__PROBLEM REQUIREMENTS__. Transcription, pictures excluded: write out the data below exactly.

^^^^^^^^^^^^^^^^

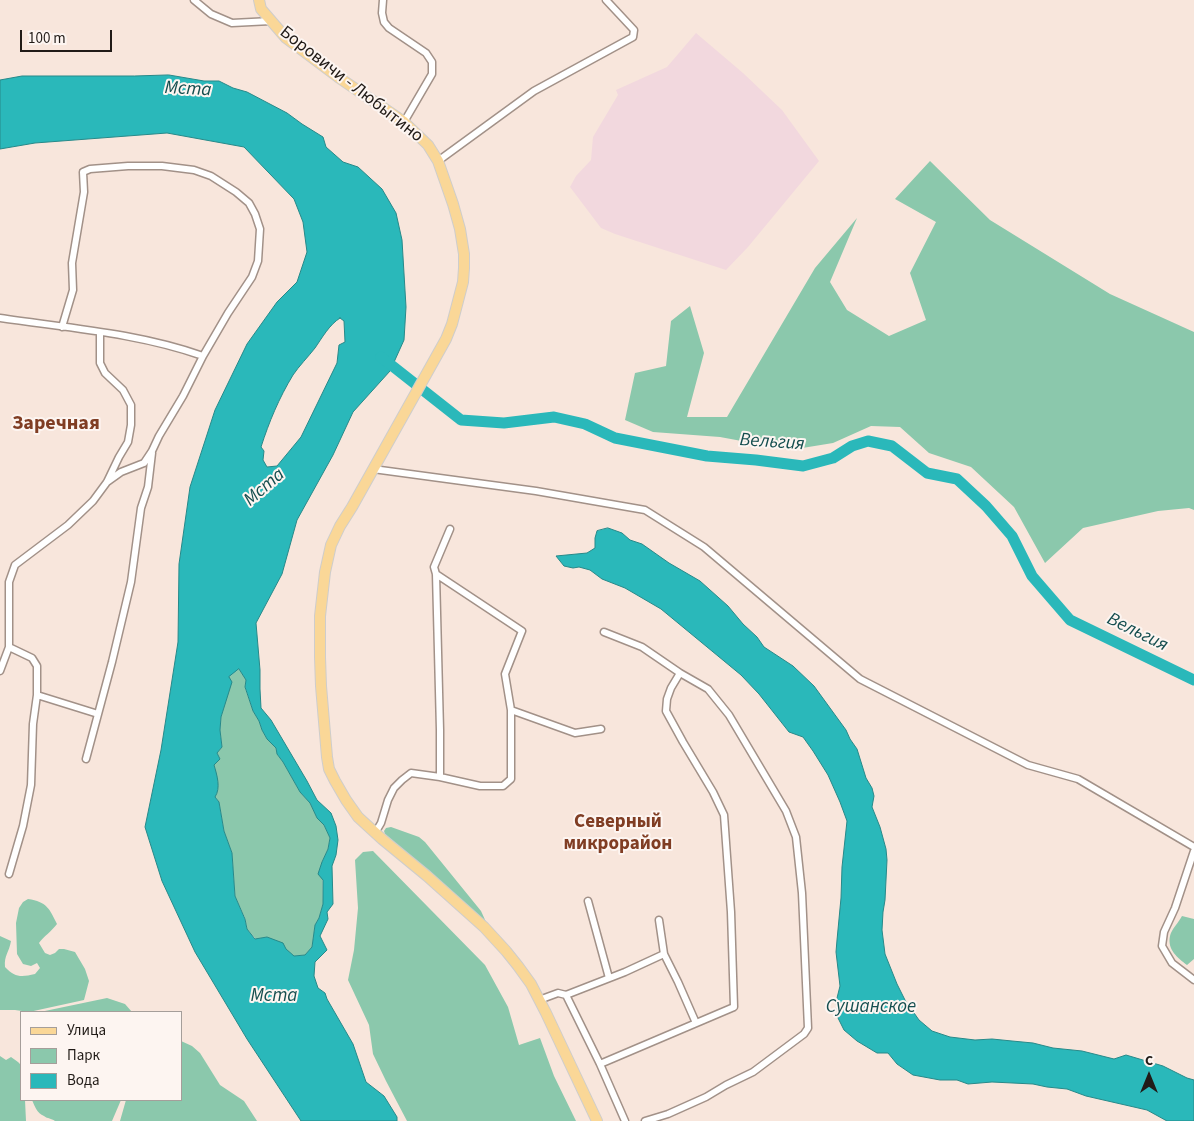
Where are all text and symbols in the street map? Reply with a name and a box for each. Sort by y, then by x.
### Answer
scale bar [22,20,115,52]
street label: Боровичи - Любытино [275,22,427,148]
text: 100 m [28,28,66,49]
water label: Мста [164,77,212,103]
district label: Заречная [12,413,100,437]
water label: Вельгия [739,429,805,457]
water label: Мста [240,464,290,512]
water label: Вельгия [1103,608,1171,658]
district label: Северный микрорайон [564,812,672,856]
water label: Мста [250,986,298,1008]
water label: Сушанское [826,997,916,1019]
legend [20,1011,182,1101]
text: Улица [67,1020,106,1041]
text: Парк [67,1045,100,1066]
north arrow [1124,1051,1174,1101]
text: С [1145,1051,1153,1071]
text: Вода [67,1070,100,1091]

^^^^^^^^^^^^^^^^

__RESPONSE AREA__.
Where are all text and symbols in the street map? Reply with a name and a box for each. Sort by y, then by x.
### Answer
scale bar [22,20,115,52]
street label: Боровичи - Любытино [275,22,427,148]
text: 100 m [28,28,66,49]
water label: Мста [164,77,212,103]
district label: Заречная [12,413,100,437]
water label: Вельгия [739,429,805,457]
water label: Мста [240,464,290,512]
water label: Вельгия [1103,608,1171,658]
district label: Северный микрорайон [564,812,672,856]
water label: Мста [250,986,298,1008]
water label: Сушанское [826,997,916,1019]
legend [20,1011,182,1101]
text: Улица [67,1020,106,1041]
text: Парк [67,1045,100,1066]
north arrow [1124,1051,1174,1101]
text: С [1145,1051,1153,1071]
text: Вода [67,1070,100,1091]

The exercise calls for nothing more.